We’ll use several of these additional packages during the remainder of this course.

Underlying these packages are two key ideas:


The pipe %>% operator

You might have seen the pipe operator in the past.

The beauty of pipes

  • The forward-pipe operator %>% pipes the left-hand side values forward into expressions on the right-hand side.
  • It serves the natural way of reading (“do this, then this, then this, …”).
  • We replace f(x) with x %>% f().
  • It avoids nested function calls.
  • It minimizes the need for local variables and function definitions.

The classic way

hertie(
  bvg(
    walk(
      breakfast(
        shower(
          wake_up(
            Alex, 7
          ),
          temp = 38
        ),
        c("coffee", "croissant")
      ),
      step_function()
    ),
    train = "U2",
    destination = "Stadtmitte"
  ),
  course = "Intro to DS"
)

The classic way, nightmare edition

alex_awake <- wake_up(Alex, 7)
alex_showered <- shower(alex_awake, 
                        temp = 38)
alex_replete <- breakfast(alex_showered, 
                          c("coffee", "croissant"))
alex_underway <- walk(alex_replete, 
                      step_function())
alex_on_train <- bvg(alex_underway, 
                     train = "U2", 
                     destination = "Stadtmitte")
alex_hertie <- hertie(alex_on_train, 
                      course = "Intro to DS")

The pipe way

Alex %>%
  wake_up(7) %>%
  shower(temp = 38) %>%
  breakfast(c("coffee", "croissant")) %>%
  walk(step_function()) %>%
  bvg(
    train = "U2",
    destination = "Stadtmitte"
  ) %>%
  hertie(course = "Intro to DS")

Piping etiquette

  • Pipes are not very handy when you need to manipulate more than one object at a time. Reserve pipes for a sequence of steps applied to one primary object.
  • Don’t use the pipe when there are meaningful intermediate objects that can be given informative names (and that are used later on).
  • %>% should always have a space before it, and should usually be followed by a new line.

The base R pipe: |>

The magrittr pipe has proven so successful and popular that the R core team recently added a “native” pipe operator to base R (version 4.1), denoted |>. Here’s how it works:

mtcars |> subset(cyl == 4) |> head()
mtcars |> subset(cyl == 4) |> (\(x) lm(mpg ~ disp, data = x))()
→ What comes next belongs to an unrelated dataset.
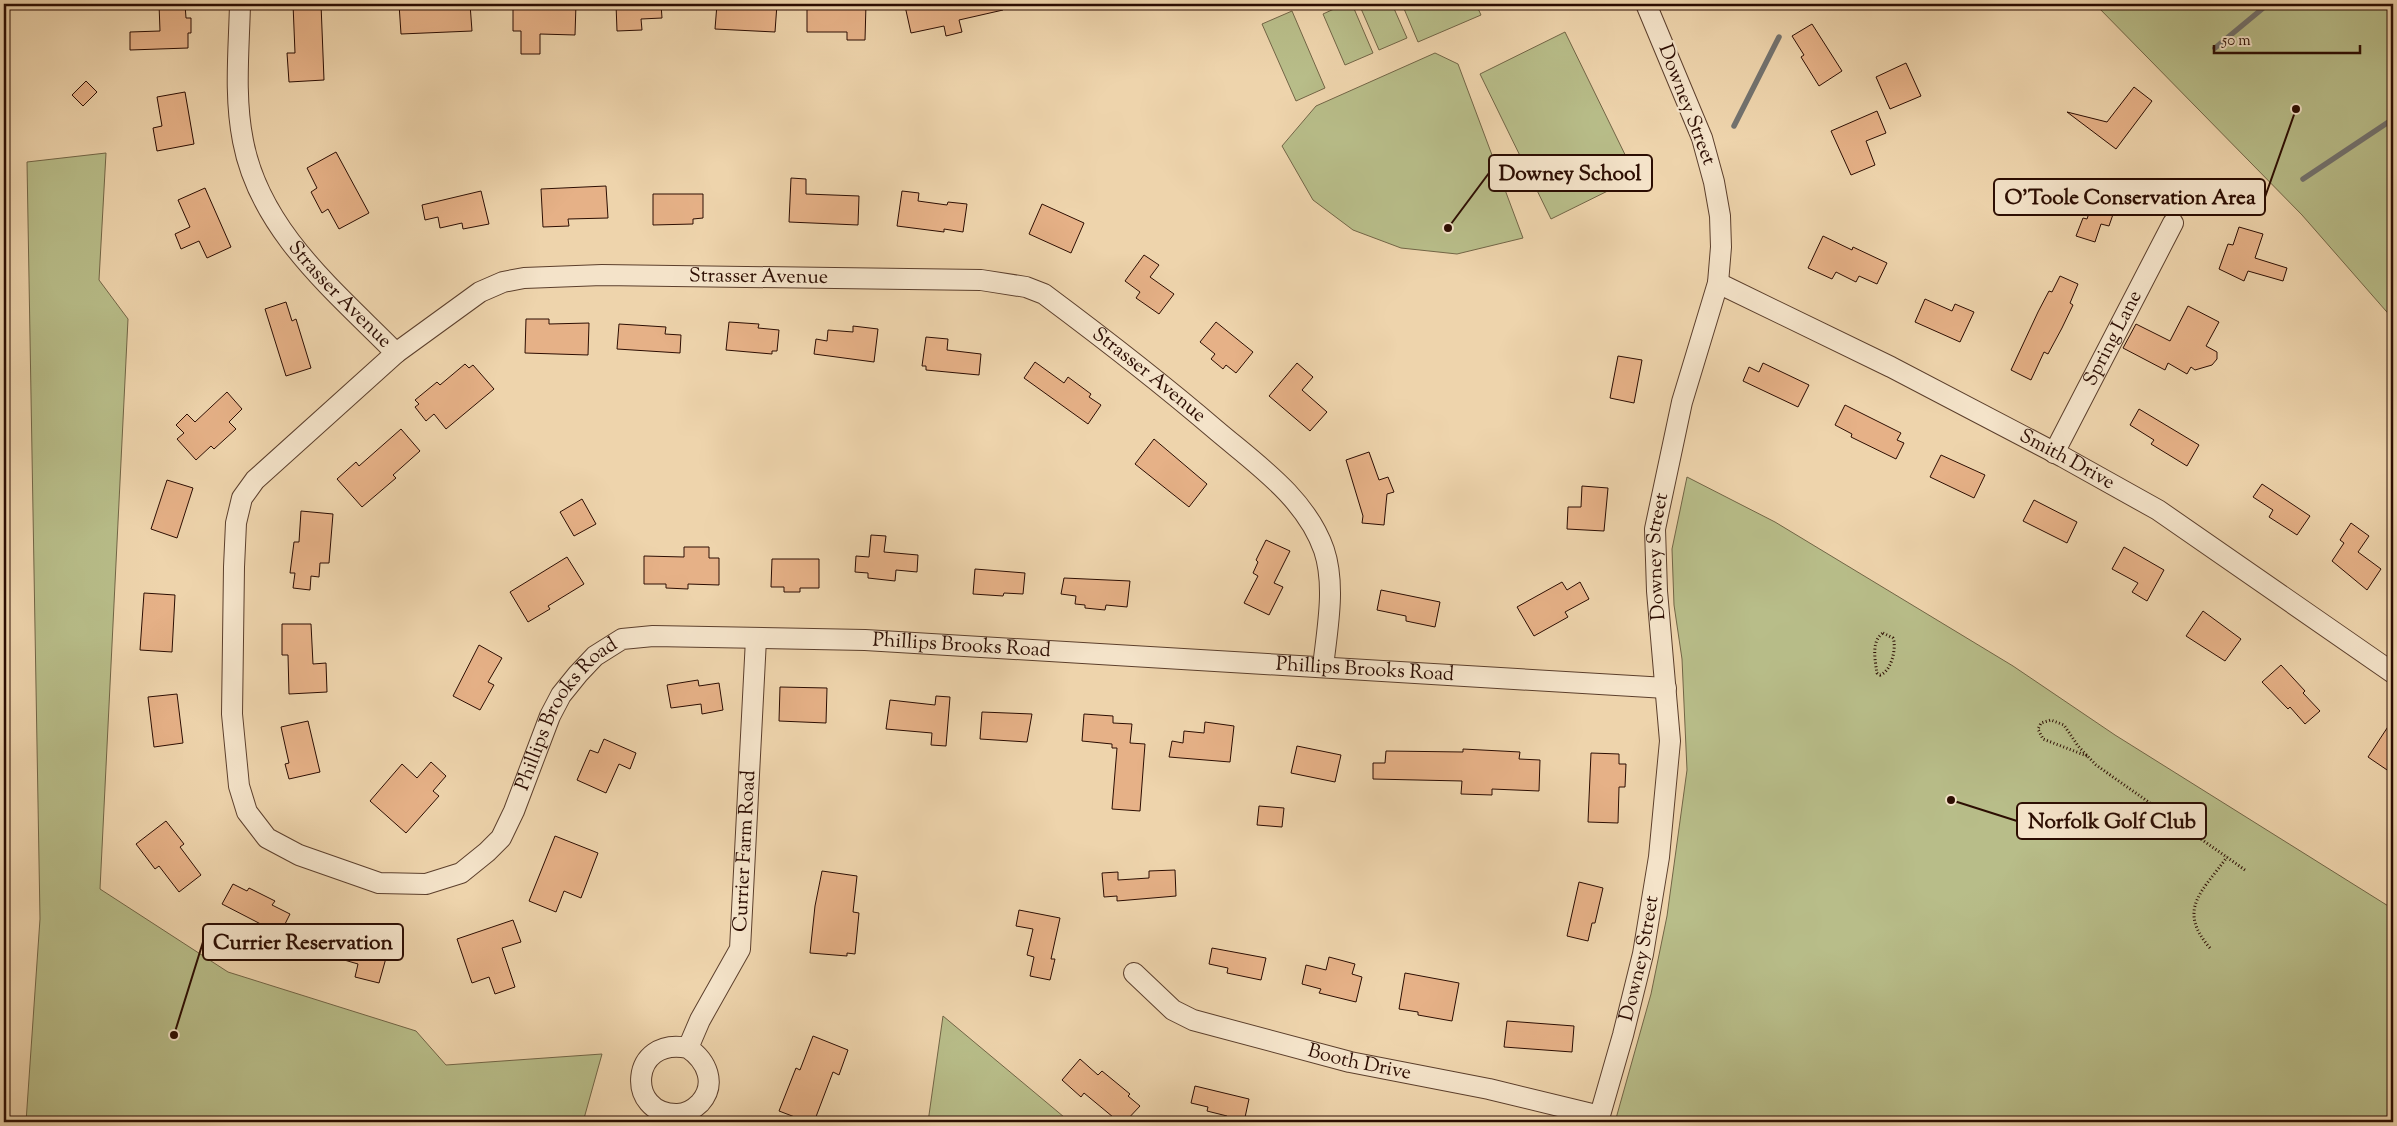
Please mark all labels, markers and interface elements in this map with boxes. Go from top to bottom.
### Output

Now, should we use the magrittr pipe or the native pipe? The native pipe might make more sense in the long term, since it avoids dependencies and might be more efficient. Check out this Stackoverflow post and this Tidyverse blog post for a discussion of differences.
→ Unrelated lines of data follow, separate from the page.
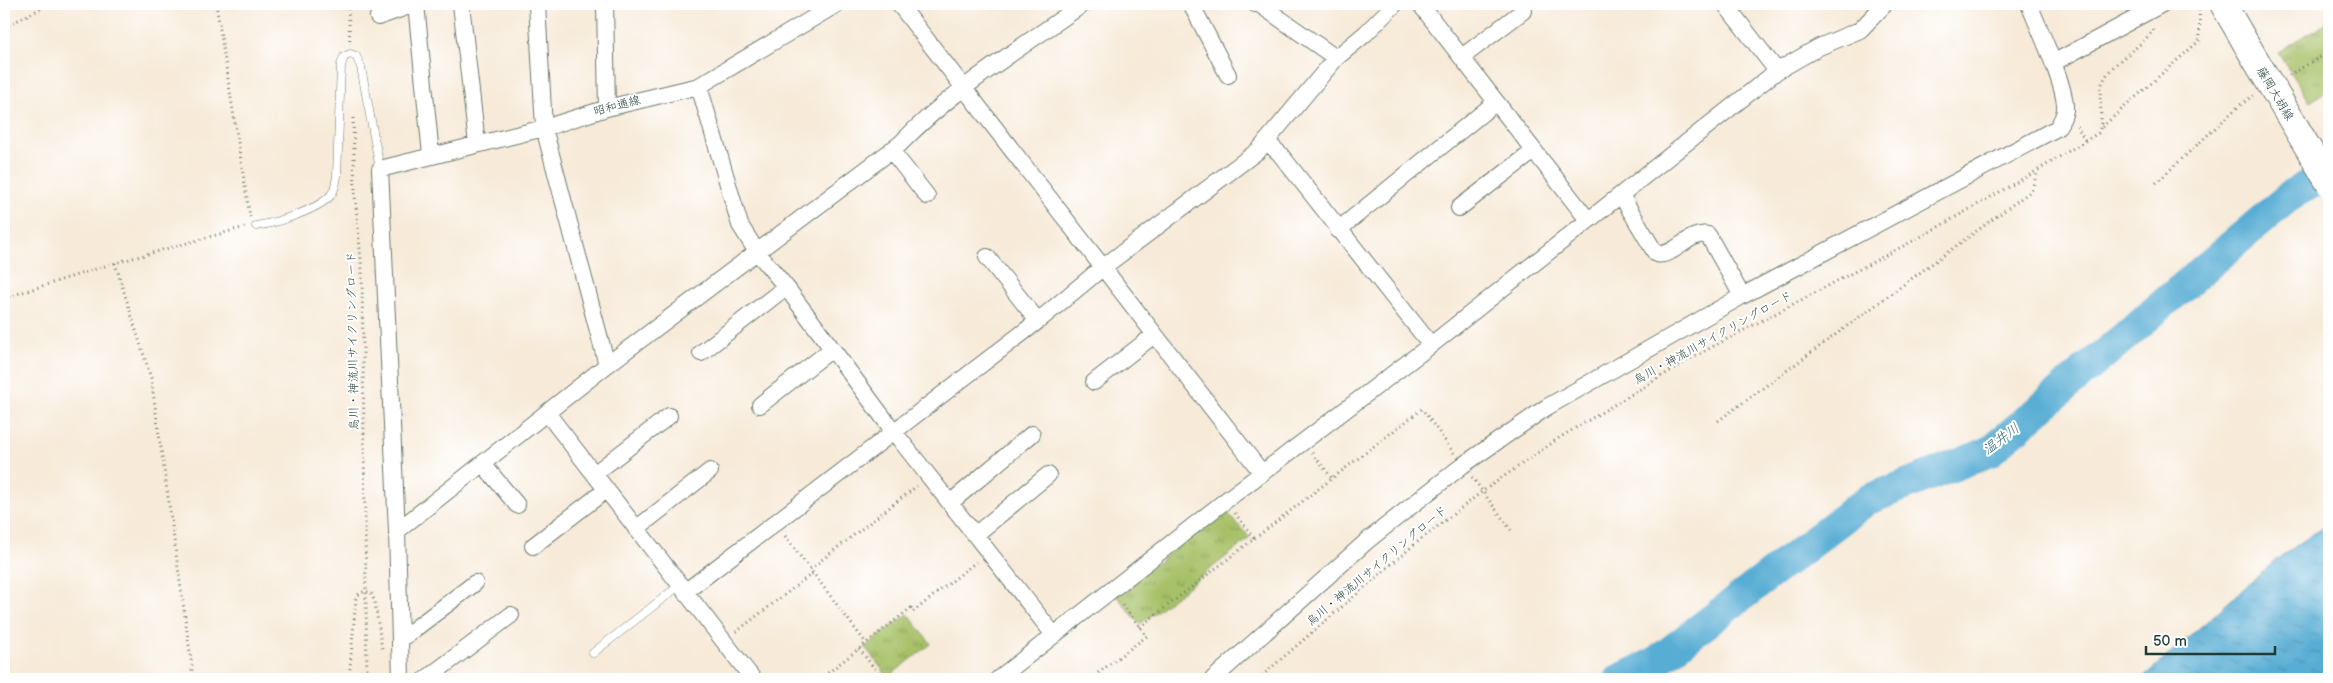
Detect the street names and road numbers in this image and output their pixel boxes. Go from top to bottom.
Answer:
street label: 藤岡大胡線 [2253,64,2297,124]
street label: 昭和通線 [592,93,642,119]
street label: 烏川・神流川サイクリングロード [344,251,362,431]
street label: 烏川・神流川サイクリングロード [1631,288,1795,388]
street label: 烏川・神流川サイクリングロード [1304,503,1450,629]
You can update your settings, if you’d like RStudio to default to the native pipe operator |>.


Tidy Data

Generally, we will encounter data in a tidy format. Tidy data refers to a way of mapping the structure of a data set. In a tidy data set:

  1. Each variable forms a column.
  2. Each observation forms a row.
  3. Each type of observational unit forms a table


Data manipulation with dplyr

A second fundamental package of the tidyverse is called dplyr. In this section you’ll learn and practice examples using some functions in dplyr to work with data. Those are:

  • dplyr::select(): Select (i.e. subset) columns by their names (keep or exclude some columns)
  • dplyr::filter(): Filter (i.e. subset) rows based on their values (keep rows that satisfy your conditions)
  • dplyr::mutate(): Create new columns or edit existing ones
  • dplyr::group_by(): Define groups within your data set
  • dplyr::summarize(): Collapse multiple rows into a single summary value (summary statistics)
  • dplyr::arrange(): Arrange (i.e. reorder) rows based on their values (reorder rows according to single or multiple variables)

To demonstrate and practice how these verbs (functions) work, we’ll use the penguins dataset we saw earlier.


dplyr::select()

The first verb (function) we will utilize is dplyr::select(). We can employ it to manipulate our data based on columns. If you recall from our initial exploration of the data set there were eight variables attached to every observation. Do you recall them? If you do not, there is no problem. You can utilize names() to retrieve the names of the variables in a data frame.

names(penguins)
## [1] "species"           "island"            "bill_length_mm"   
## [4] "bill_depth_mm"     "flipper_length_mm" "body_mass_g"      
## [7] "sex"               "rec_year"

Say we are only interested in the species, island, and year variables of these data, we can utilize the following syntax:

dplyr::select(data, columns)

Exercise 1

The following code chunk would select the variables we need. Can you adapt it, so that we keep the body_mass_g and sex variables as well?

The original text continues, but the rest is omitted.